I still do not realize it.


I think it’s ok when students are forced to be bored by their tutors. I’ve taught bachelor students who spent the entire lecture on their phone. After the lecture they would seize a lot of my (unpaid) time for extra face to face, or they’d send me an email with questions. It’s fine for them to be bored and forced to take notes IMHO.

There’s enough time for smartphone use outside school hours. It’s a waste of time/energy for the tutor if no one is paying attention. Of course I’d try to make the lecture as interesting and ‘fun’ as possible, but winning their attention over Insta/TikTok/etc is challenging.


Good on you for putting in effort to make it fun, but I wouldn't. There's nothing wrong with students struggling to understand something they don't find fun. Either they want to learn it, or they don't. What are they even doing there, if not to learn what you're teaching?


> But not when you force to be bored by someone else. You are bored in a prison, you are bored during doing repetitive work, is it good for you too?

Arguably, yes. You learn to deal with discomfort, which is good for your mental health. Changing circumstances to avoid discomfort puts the power in externalities, whereas learning to deal with situations you don't like puts the power internally (you). The modern world trains us to run away from anything we don't like, and here we are.

Also, most people don't sit in a room voluntarily because they're looking to be bored (unless it's for meditation, but that's not the same thing). It's usually because of someone else.


People surfed the web for 14 hours a day before 2007, or played games. Before all that, some people binge-watched TV.


Yes, I was one of those people :) I don't feel it was the same though. The best way I can describe the difference is in terms of control. Back then, I was in control, even if I was vegged out in front of the T.V. Now if I'm online, I feel like I'm being fed on a drip.


you had to do that at home, or in a specific ___location that would allow you to do that (bar, cyber cafe, friends house, etc.)

now you can do it anywhere, such as in the middle of a work call, or in class.


In 2007, people who didn't have Internet-connected desk jobs (or work from home arrangements) couldn't surf the web or check social throughout the day.

The difference is that now almost everyone can.


> How this can be crazy?

How it can be crazy is that they are ignoring the existence of 4K, 30 inch monitors, peering into a tiny screen that you have to dab at like an imbecile.


This is a sign of you being out of touch with the times. I can assure you that a phone wouldn't be the source of this problem. I would play Kerbal Space Program or any other game on the school computer. There weren't many options for them to stop it. We had http proxies, linux live CDs, you name it. The schools just simply couldn't lock them down properly. Even the students that weren't technically inclined didn't have difficulty, but there were plenty of people that did know what they were doing too.

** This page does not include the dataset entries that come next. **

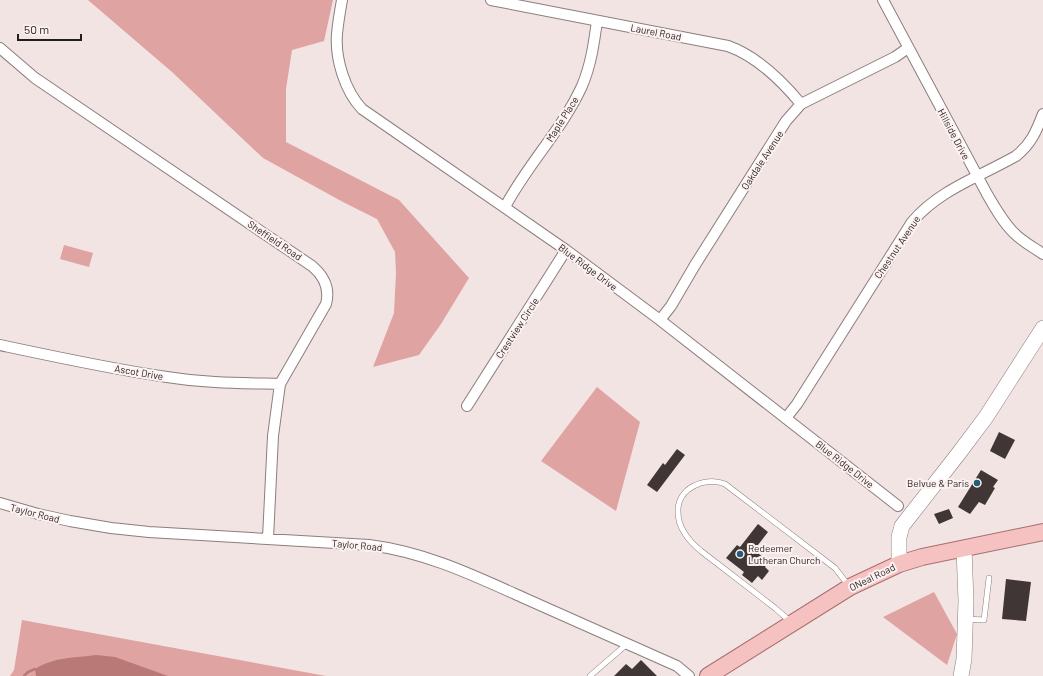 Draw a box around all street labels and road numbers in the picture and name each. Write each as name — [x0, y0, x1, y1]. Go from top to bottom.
street label: Laurel Road — [630, 21, 682, 43]
street label: Maple Place — [543, 94, 581, 144]
street label: Hillside Drive — [936, 106, 972, 162]
street label: Oakdale Avenue — [738, 128, 786, 192]
street label: Chestnut Avenue — [872, 213, 922, 281]
street label: Sheffield Road — [246, 217, 304, 263]
street label: Blue Ridge Drive — [556, 241, 620, 293]
street label: Crestview Circle — [493, 295, 541, 361]
street label: Ascot Drive — [114, 362, 164, 382]
street label: Blue Ridge Drive — [814, 438, 876, 490]
street label: Taylor Road — [9, 501, 61, 525]
street label: Taylor Road — [331, 537, 383, 553]
street label: ONeal Road — [847, 561, 897, 593] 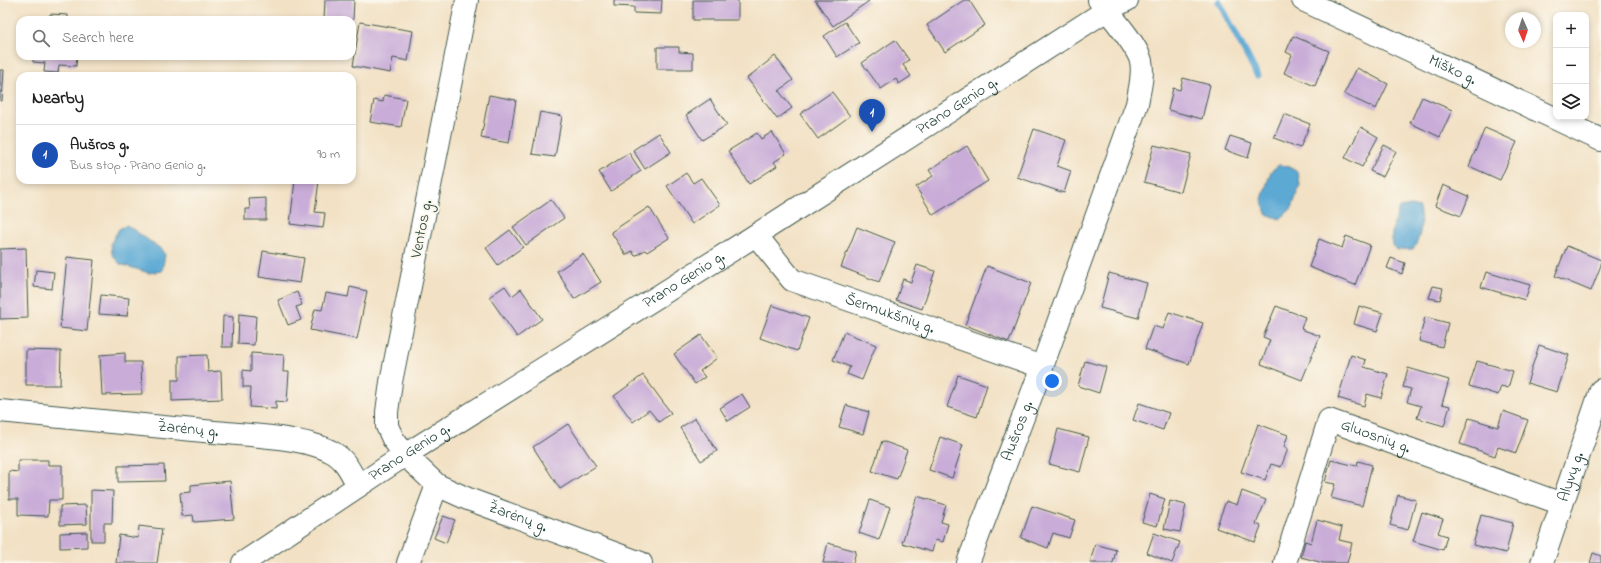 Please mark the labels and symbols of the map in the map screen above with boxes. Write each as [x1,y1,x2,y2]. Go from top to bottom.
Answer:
north arrow [1505,12,1541,48]
street label: Miško g. [1424,49,1480,92]
street label: Prano Genio g. [912,71,1003,141]
pin: 1 [859,99,885,132]
street label: Ventos g. [404,198,439,261]
street label: Prano Genio g. [638,245,730,315]
street label: Šermukšnių g. [842,287,938,341]
your location [1042,371,1062,391]
street label: Aušros g. [995,397,1040,465]
street label: Gluosnių g. [1337,413,1414,460]
street label: Žarėnų g. [156,415,220,444]
street label: Prano Genio g. [364,417,455,488]
street label: Alyvų g. [1552,449,1591,505]
street label: Žarėnų g. [485,496,551,539]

If you were playing KSP on your school computers, then you're just part of the current generation. We're old, kiddo.

I was playing Oregon Trail.


I'd say both are educational and being played on a school computer is acceptable


Yes, and I would argue that when we were hacking school computer lab macs to play world of warcraft 3, in my later years, that was okay, too.

School IT admins are assholes for no reason.


How is computer usage remotely comparable? At my high school we had 2 hours of computer class per week. The rest of the time we spent in regular, computer-less classrooms. We had smartphones already in my days and I promise you they were a major source of distraction for the students even though they were banned.

I cannot imagine I would have bothered to pay attention at all if I could just be scrolling twitter or reddit all day. There's a reason why I block these apps on my own phone during work hours.


> I would play Kerbal Space Program or any other game on the school computer.

Not while sitting in the back row of math class, though.


What's a CD?


> Those things are so addictive

For you, perhaps.

I sometimes forget mine exists; then I remember the thing and find it discharged.

I can waste hours on a real computer, though, with a large screen, and a real mouse and keyboard.